[Collected data]
'''

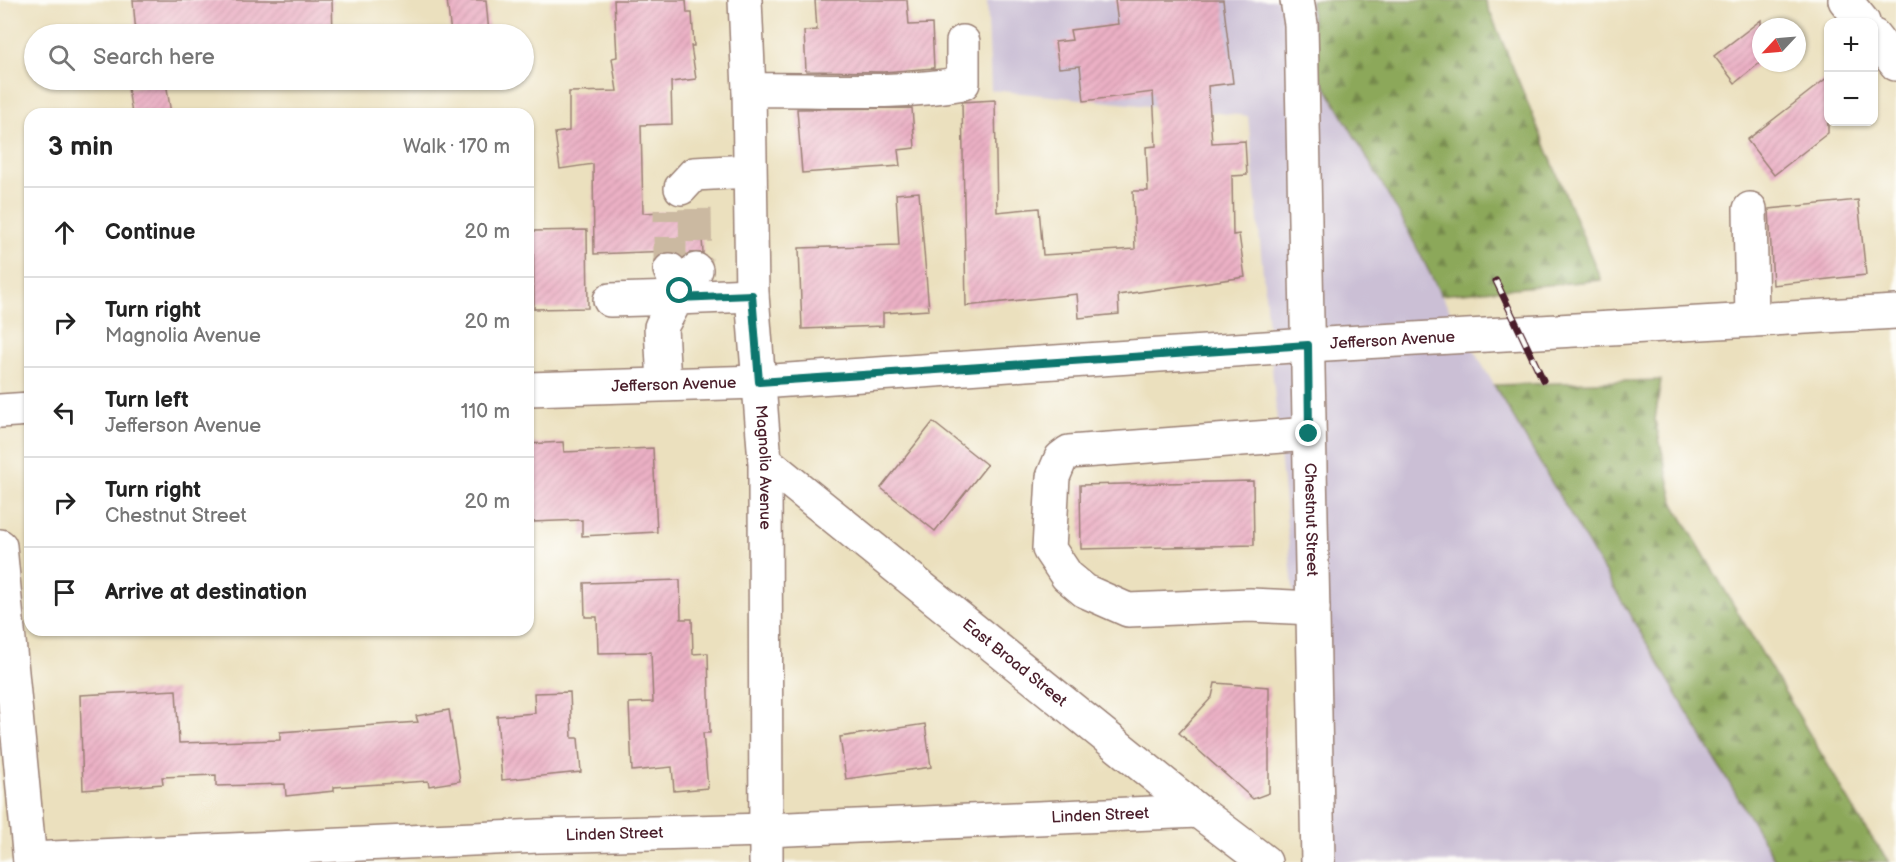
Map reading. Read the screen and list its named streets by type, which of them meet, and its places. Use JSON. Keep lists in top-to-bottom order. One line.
{"streets":{"street":["Jefferson Avenue","Magnolia Avenue","Chestnut Street","East Broad Street","Linden Street"]},"crossings":[["Jefferson Avenue","Magnolia Avenue"],["Jefferson Avenue","Chestnut Street"],["Magnolia Avenue","East Broad Street"],["Magnolia Avenue","Linden Street"],["East Broad Street","Linden Street"]],"north":"bottom left","page":{"map_buttons":["+","−"],"search":"Search here","heading":["3 min","Walk · 170 m"],"list":[["Continue","20 m"],["Turn right","Magnolia Avenue","20 m"],["Turn left","Jefferson Avenue","110 m"],["Turn right","Chestnut Street","20 m"],"Arrive at destination"]}}
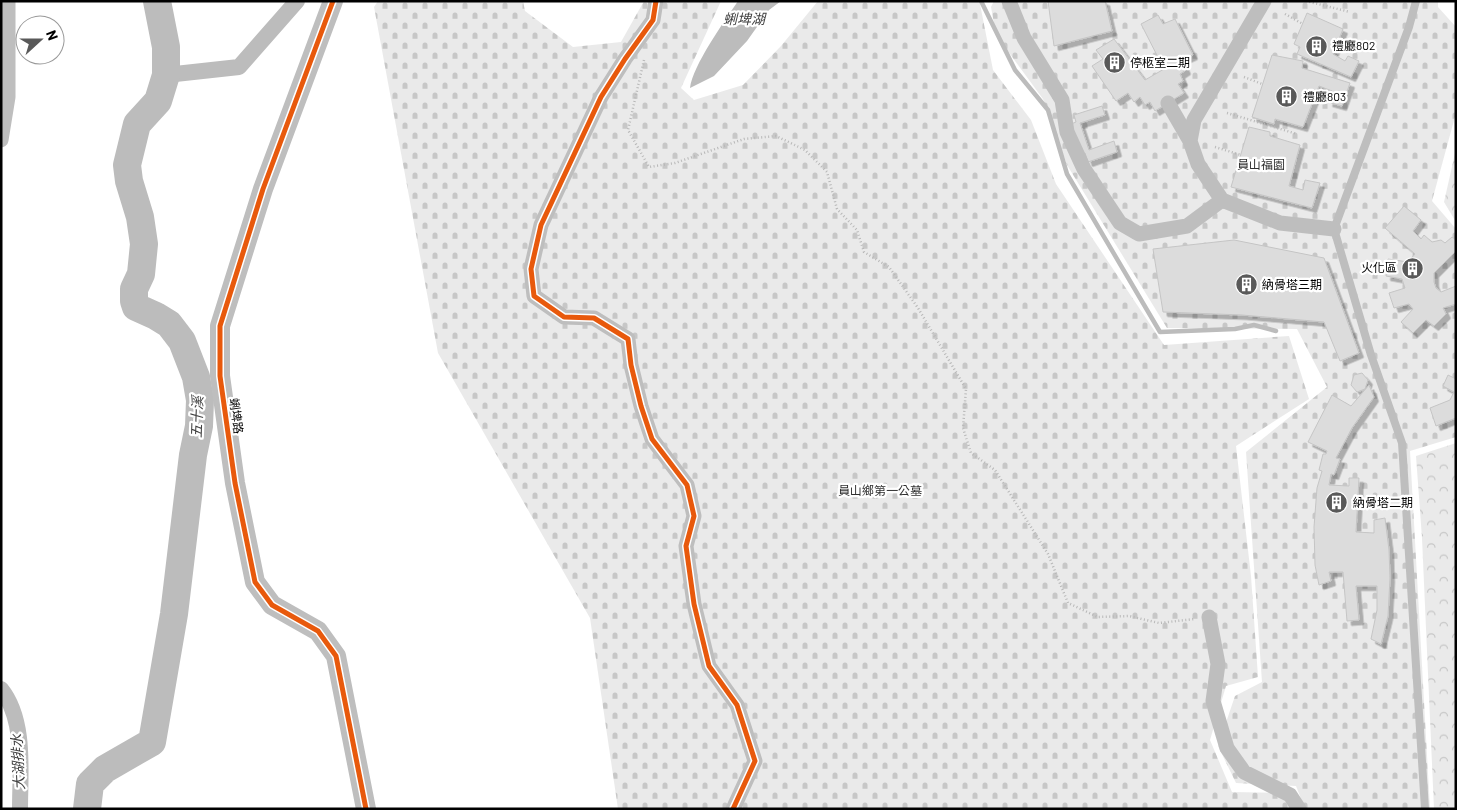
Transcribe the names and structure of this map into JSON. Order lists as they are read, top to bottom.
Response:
{
  "streets": {
    "street": ["蜊埤路"]
  },
  "water": ["蜊埤湖", "五十溪", "大湖排水"],
  "parks": ["員山福園", "員山鄉第一公墓"],
  "places": {
    "building": [
      "禮廳802",
      "停柩室二期",
      "禮廳803",
      "火化區",
      "納骨塔三期",
      "納骨塔二期"
    ]
  },
  "north": "right"
}
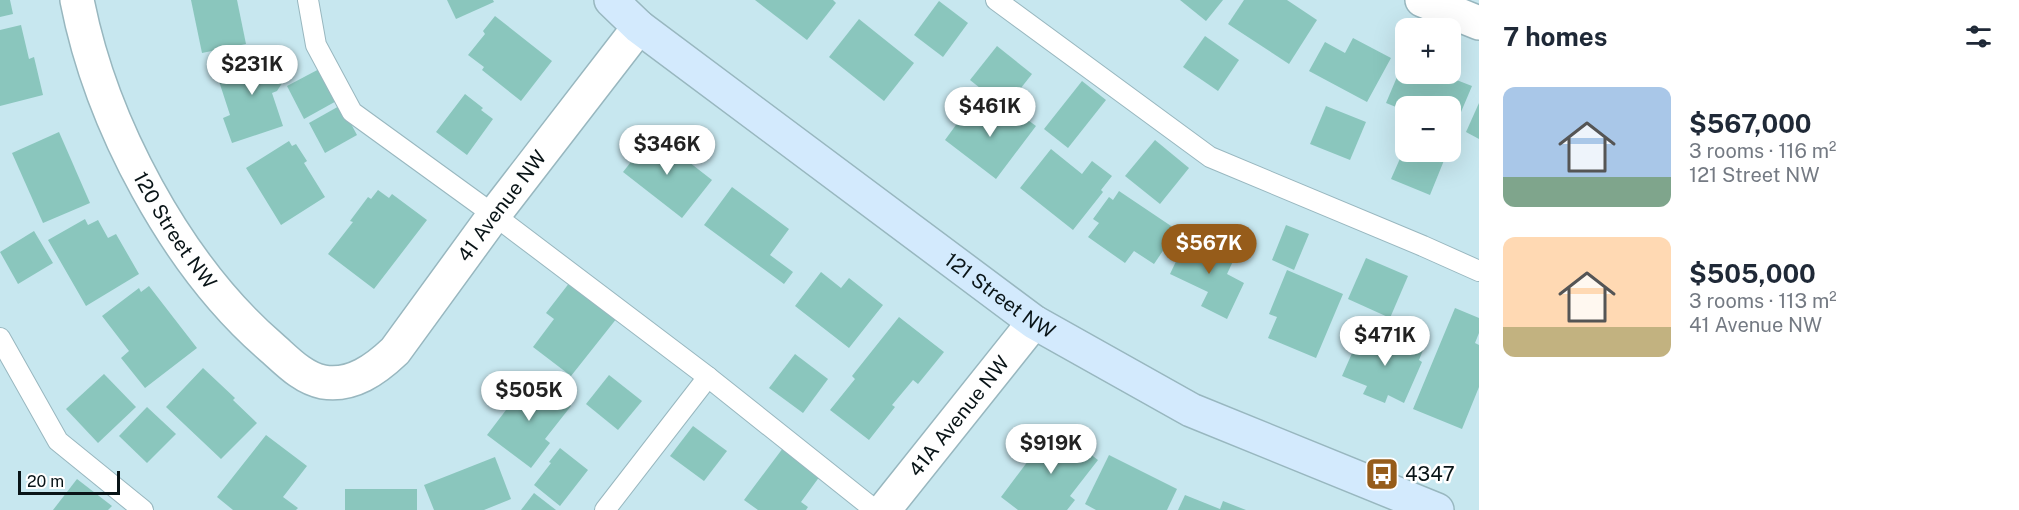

'''

Description of the task
Repeat the lines of the records verbatim, starting at the line containing "Transcribe the names" and stopping after the final line. Images stay out.

Answer section
Transcribe the names and structure of this map into JSON. Order lists as they are read, top to bottom.
Response:
{
  "streets": {
    "street": ["蜊埤路"]
  },
  "water": ["蜊埤湖", "五十溪", "大湖排水"],
  "parks": ["員山福園", "員山鄉第一公墓"],
  "places": {
    "building": [
      "禮廳802",
      "停柩室二期",
      "禮廳803",
      "火化區",
      "納骨塔三期",
      "納骨塔二期"
    ]
  },
  "north": "right"
}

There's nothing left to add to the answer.